What's Stronger Than a Blue Wave? Gerrymandered Districts
(Republicans got 50% of the vote in NC but won 10 of 13 house seats)
GREENSBORO, N.C. When the blue wave came to North Carolina, the red levees held.
In a year in which Democrats picked up as many as 41 House seats, including in places as conservative as Oklahoma and Utah, they lost all three of their targets for pickups in one of the nations most closely divided states. Democrats in North Carolina earned 48.3 percent of the total vote cast in House races but won only three seats; Republicans had 50.4 percent of the vote and won 10 seats.

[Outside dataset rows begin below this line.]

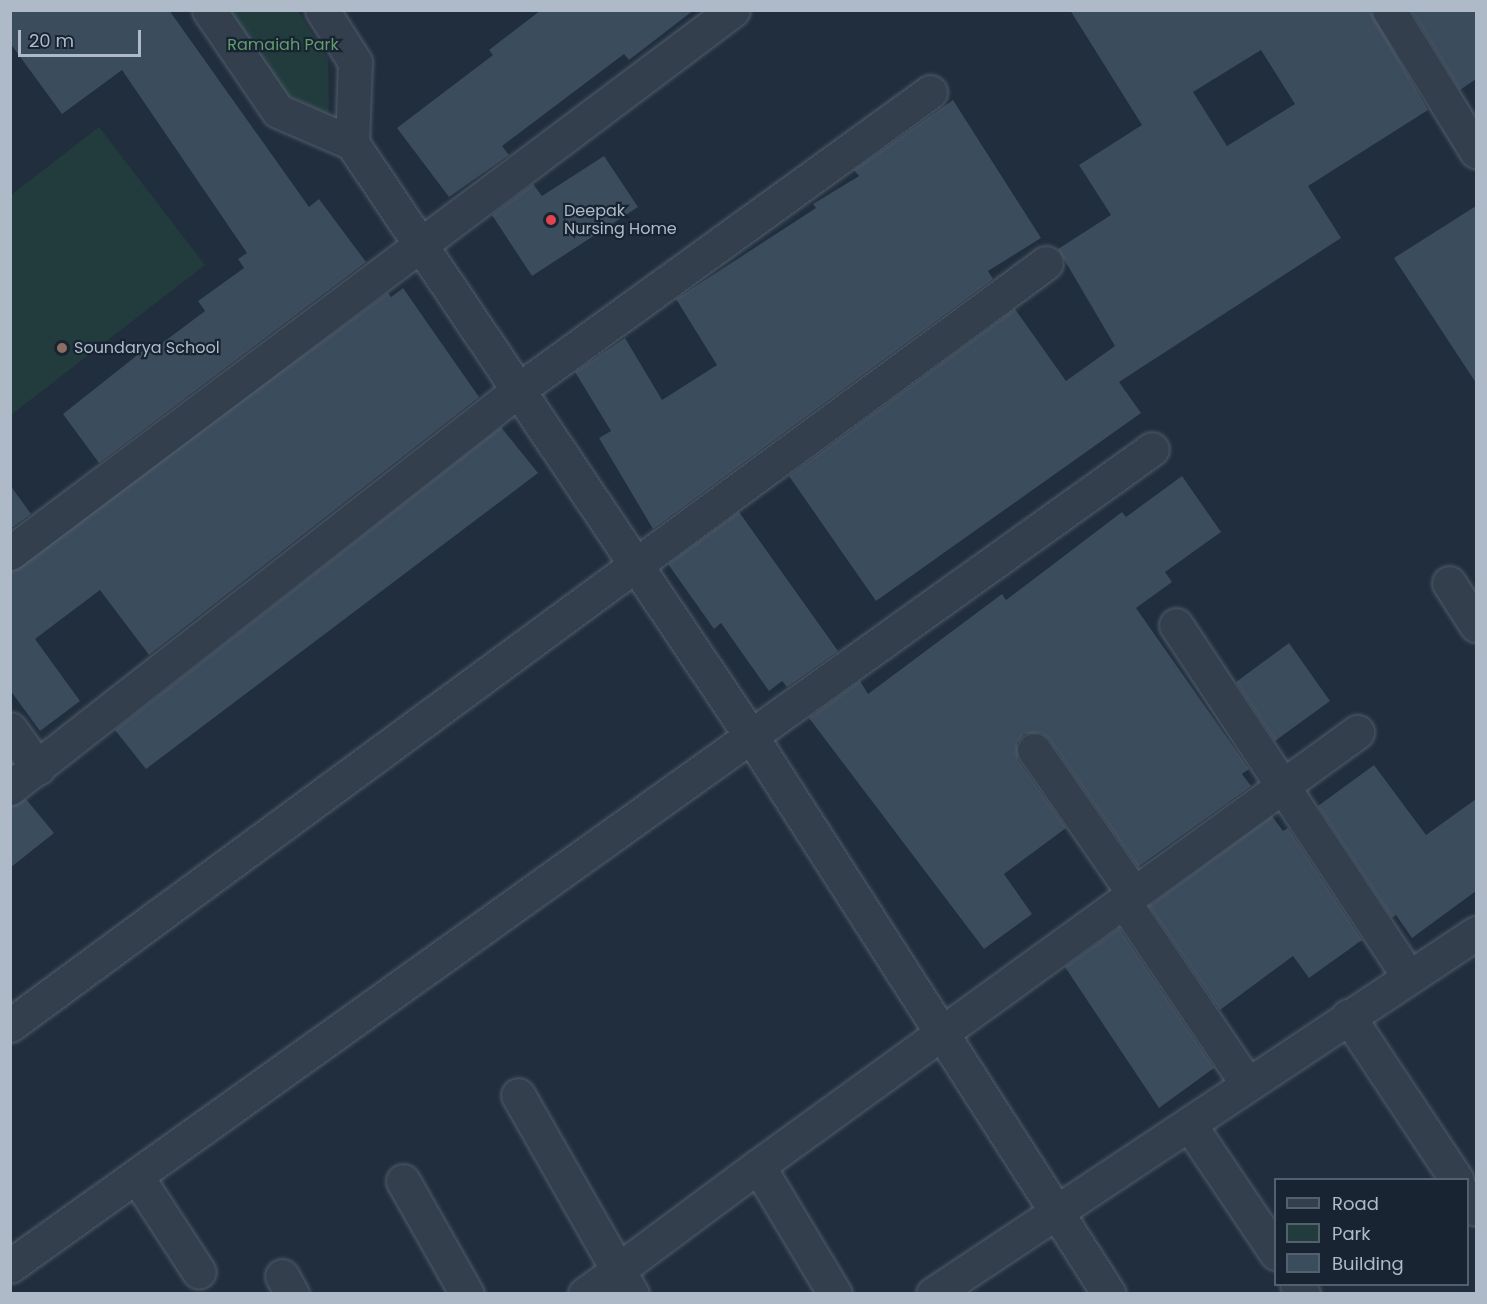 <!DOCTYPE html>
<style>
body{margin:0}
#map{position:relative;width:1487px;height:1304px;overflow:hidden;background:#202e3d;font-family:Poppins,sans-serif}
div>[style]{position:absolute}
.green>*{inset:0;background:#223c3e}
.building>*{inset:0;background:#3b4c5d}
.roads{filter:drop-shadow(0 0 2px #525d6b) drop-shadow(0 0 2px #525d6b)}
.minor>*{height:33px;margin:-16.5px;padding:0 16.5px;transform-origin:16.5px;border-radius:16.5px;background:#343f4d}
.dots>*{width:16px;height:16px;translate:-50% -50%;box-sizing:border-box;border:3px solid #192432;border-radius:50%}
span{translate:-50% -50%;white-space:nowrap;text-align:center;line-height:1.15;-webkit-text-stroke:4.5px #192432;paint-order:stroke}
.park-label{font-size:16px;color:#639c6e}
.poi-label{font-size:16px;color:#afbac9}
.left{translate:0 -50%;text-align:left}
.frame{position:absolute;inset:0;border:12px solid #afbac9;pointer-events:none}
.legend{position:absolute;left:1274px;top:1178px;width:195px;height:108px;box-sizing:border-box;background:#192432;border:2px solid #55606e;margin:0;padding:8px 10px;list-style:none;font-size:18px;color:#afbac9}
.legend li{display:flex;align-items:center;gap:12px;height:30px}
.legend b{width:30px;border:2px solid #55606e}
.scale{position:absolute;left:18px;top:30px;width:123px;height:27px;box-sizing:border-box;border:3px solid #afbac9;border-top:0;padding-left:8px;font-size:18px;line-height:21px;white-space:nowrap;color:#afbac9;-webkit-text-stroke:4px #192432;paint-order:stroke}
</style>
<div id="map">
<div class="green">
<div style="clip-path:polygon(222px 11px,298px 11px,328px 59px,329px 115px,277px 90px)"></div>
<div style="clip-path:polygon(99px 127px,205px 265px,11px 415px,11px 195px)"></div>
</div>
<div class="building">
<div style="clip-path:polygon(10px 10px,169px 10px,309px 207px,319px 199px,366px 262px,99px 463px,63px 414px,150px 345px,153px 350px,205px 311px,198px 301px,244px 268px,238px 259px,247px 253px,122px 70px,62px 114px,10px 43px)"></div>
<div style="clip-path:polygon(541px 10px,694px 10px,629px 60px,624px 54px,502px 146px,509px 155px,449px 197px,397px 128px,493px 55px,489px 50px)"></div>
<div style="clip-path:polygon(evenodd,1070px 10px,1370px 10px,1428px 110px,1308px 186px,1341px 238px,1119px 382px,1141px 413px,876px 601px,789px 476px,1015px 309px,1066px 381px,1115px 346px,1058px 249px,1111px 215px,1079px 165px,1142px 125px,1070px 10px,1261px 50px,1295px 104px,1227px 146px,1193px 92px,1261px 50px)"></div>
<div style="clip-path:polygon(1411px 10px,1476px 10px,1476px 79px,1460px 90px)"></div>
<div style="clip-path:polygon(953px 100px,1041px 238px,988px 271px,993px 279px,653px 529px,599px 438px,611px 431px,575px 372px,625px 338px,662px 400px,717px 365px,676px 299px,816px 208px,813px 204px,859px 176px,854px 170px)"></div>
<div style="clip-path:polygon(604px 156px,638px 207px,532px 276px,492px 215px,533px 184px,542px 196px)"></div>
<div style="clip-path:polygon(1476px 206px,1476px 383px,1394px 258px)"></div>
<div style="clip-path:polygon(403px 288px,479px 397px,149px 655px,100px 590px,35px 639px,80px 701px,40px 731px,10px 690px,10px 571px,388px 293px,391px 297px)"></div>
<div style="clip-path:polygon(501px 427px,538px 473px,146px 769px,115px 730px)"></div>
<div style="clip-path:polygon(1182px 476px,1221px 532px,1165px 572px,1172px 582px,1136px 608px,1249px 769px,1242px 774px,1251px 786px,1138px 867px,1049px 739px,1041px 733px,1024px 734px,1017px 743px,1018px 760px,1066px 828px,1004px 874px,1032px 914px,984px 949px,809px 718px,860px 681px,868px 694px,1002px 594px,1006px 600px,1122px 512px,1126px 517px)"></div>
<div style="clip-path:polygon(10px 485px,31px 514px,10px 529px)"></div>
<div style="clip-path:polygon(739px 512px,838px 651px,787px 687px,782px 681px,769px 691px,721px 623px,714px 629px,668px 564px)"></div>
<div style="clip-path:polygon(1289px 643px,1330px 701px,1275px 741px,1236px 682px)"></div>
<div style="clip-path:polygon(1374px 765px,1426px 835px,1476px 799px,1476px 891px,1412px 938px,1396px 915px,1392px 918px,1318px 806px)"></div>
<div style="clip-path:polygon(26px 799px,54px 833px,10px 868px,10px 806px)"></div>
<div style="clip-path:polygon(1272px 816px,1283px 831px,1288px 828px,1362px 940px,1309px 978px,1293px 956px,1220px 1010px,1149px 906px)"></div>
<div style="clip-path:polygon(1119px 928px,1214px 1068px,1159px 1108px,1065px 967px)"></div>
</div>
<div class="roads">
<div class="minor">
<div style="left:209px;top:10px;width:122px;rotate:55.7deg"></div>
<div style="left:278px;top:111px;width:81px;rotate:23.4deg"></div>
<div style="left:352px;top:143px;width:718px;rotate:56.07deg"></div>
<div style="left:753px;top:739px;width:659px;rotate:57.32deg"></div>
<div style="left:322px;top:10px;width:62px;rotate:57.6deg"></div>
<div style="left:355px;top:62px;width:81px;rotate:92.1deg"></div>
<div style="left:1389px;top:10px;width:166px;rotate:58.3deg"></div>
<div style="left:10px;top:553px;width:904px;rotate:-36.91deg"></div>
<div style="left:1449px;top:583px;width:50px;rotate:57.3deg"></div>
<div style="left:1176px;top:625px;width:421px;rotate:56.5deg"></div>
<div style="left:10px;top:729px;width:48px;rotate:54.3deg"></div>
<div style="left:1034px;top:750px;width:175px;rotate:55.2deg"></div>
<div style="left:10px;top:788px;width:649px;rotate:-38.05deg"></div>
<div style="left:521px;top:388px;width:505px;rotate:-35.89deg"></div>
<div style="left:1124px;top:902px;width:217px;rotate:55.9deg"></div>
<div style="left:1348px;top:1016px;width:197px;rotate:56.4deg"></div>
<div style="left:10px;top:1025px;width:1286px;rotate:-36.34deg"></div>
<div style="left:518px;top:1095px;width:202px;rotate:60.3deg"></div>
<div style="left:618px;top:1270px;width:41px;rotate:144deg"></div>
<div style="left:1189px;top:1124px;width:156px;rotate:56deg"></div>
<div style="left:137px;top:1177px;width:113px;rotate:56.9deg"></div>
<div style="left:403px;top:1181px;width:130px;rotate:60.5deg"></div>
<div style="left:1468px;top:1196px;width:15px;rotate:58deg"></div>
<div style="left:10px;top:1266px;width:1404px;rotate:-35.58deg"></div>
<div style="left:282px;top:1276px;width:21px;rotate:61deg"></div>
<div style="left:1297px;top:1284px;width:12px;rotate:59deg"></div>
<div style="left:632px;top:1294px;width:28px;rotate:-120deg"></div>
<div style="left:618px;top:1270px;width:174px;rotate:-36.6deg"></div>
<div style="left:835px;top:1294px;width:149px;rotate:-121deg"></div>
<div style="left:758px;top:1166px;width:740px;rotate:-35.92deg"></div>
<div style="left:933px;top:1294px;width:652px;rotate:-33.62deg"></div>
</div>
</div>
<div class="dots">
<div style="left:551px;top:220px;background:#e0444e"></div>
<div style="left:62px;top:348px;background:#8d6e63"></div>
</div>
<div class="park-label">
<span style="left:283px;top:45px">Ramaiah Park</span>
</div>
<div class="poi-label">
<span class="left" style="left:564px;top:220px">Deepak<br>Nursing Home</span>
<span class="left" style="left:74px;top:348px">Soundarya School</span>
</div>
<div class="frame"></div>
<ul class="legend">
<li><b style="height:8px;background:#343f4d"></b>Road</li>
<li><b style="height:16px;background:#223c3e"></b>Park</li>
<li><b style="height:16px;background:#3b4c5d"></b>Building</li>
</ul>
<div class="scale">20 m</div>
</div>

The results, which left the partisan makeup of the states House delegation unchanged, were as much a triumph of mapmaking as campaigning. The election was held using gerrymandered district lines that federal judges had deemed unconstitutional; those lines were drawn because previous ones had also been deemed unconstitutional.
That only hints at the depth and ferocity of the battles over gerrymandering and voting regulations in North Carolina, where a Republican takeover of the General Assembly in 2010 set off a barrage of conservative legislation and rule changes that are still being fought in the courts.
In this, North Carolina is one conspicuous example of a critical story line in this years elections: the degree to which gerrymandering has created firewalls in key states that even a wave election may not be able to breach.